Exploring the limits of pre-trained embeddings in machine-guided protein design: a case study on predicting AAV vector viability

TL;DR

This study systematically evaluates protein sequence embeddings for bioengineering, revealing that fine-tuning and the level of sequence variation significantly impact predictive performance.

Contribution

It provides a comprehensive comparison of ProtBERT and ESM2 embeddings, highlighting the importance of fine-tuning and mutation scope in protein design tasks.

Findings

Amino acid-level embeddings outperform sequence-level in supervised tasks before fine-tuning.

Sequence-level embeddings perform better in unsupervised settings.

Fine-tuning with task-specific labels yields the best predictive performance.

Abstract

Effective representations of protein sequences are widely recognized as a cornerstone of machine learning-based protein design. Yet, protein bioengineering poses unique challenges for sequence representation, as experimental datasets typically feature few mutations, which are either sparsely distributed across the entire sequence or densely concentrated within localized regions. This limits the ability of sequence-level representations to extract functionally meaningful signals. In addition, comprehensive comparative studies remain scarce, despite their crucial role in clarifying which representations best encode relevant information and ultimately support superior predictive performance.
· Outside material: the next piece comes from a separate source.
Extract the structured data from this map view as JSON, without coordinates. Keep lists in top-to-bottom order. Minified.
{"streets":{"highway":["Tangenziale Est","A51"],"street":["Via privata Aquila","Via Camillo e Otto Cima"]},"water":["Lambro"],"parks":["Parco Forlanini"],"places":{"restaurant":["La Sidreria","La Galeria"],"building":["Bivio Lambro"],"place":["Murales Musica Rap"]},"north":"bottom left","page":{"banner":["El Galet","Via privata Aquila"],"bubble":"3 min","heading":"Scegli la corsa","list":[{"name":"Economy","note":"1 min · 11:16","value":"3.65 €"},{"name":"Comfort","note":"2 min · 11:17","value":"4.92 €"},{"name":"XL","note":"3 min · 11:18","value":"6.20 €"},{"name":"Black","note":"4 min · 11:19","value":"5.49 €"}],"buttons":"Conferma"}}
In this study, we systematically evaluate multiple ProtBERT and ESM2 embedding variants as sequence representations, using the adeno-associated virus capsid as a case study and prototypical example of bioengineering, where functional optimization is targeted through highly localized sequence variation within an otherwise large protein. Our results reveal that, prior to fine-tuning, amino acid-level embeddings outperform sequence-level representations in supervised predictive tasks, whereas the latter tend to be more effective in unsupervised settings. However, optimal performance is only achieved when embeddings are fine-tuned with task-specific labels, with sequence-level representations providing the best performance. Moreover, our findings indicate that the extent of sequence variation required to produce notable shifts in sequence representations exceeds what is typically explored in bioengineering studies, showing the need for fine-tuning in datasets characterized by sparse or highly localized mutations.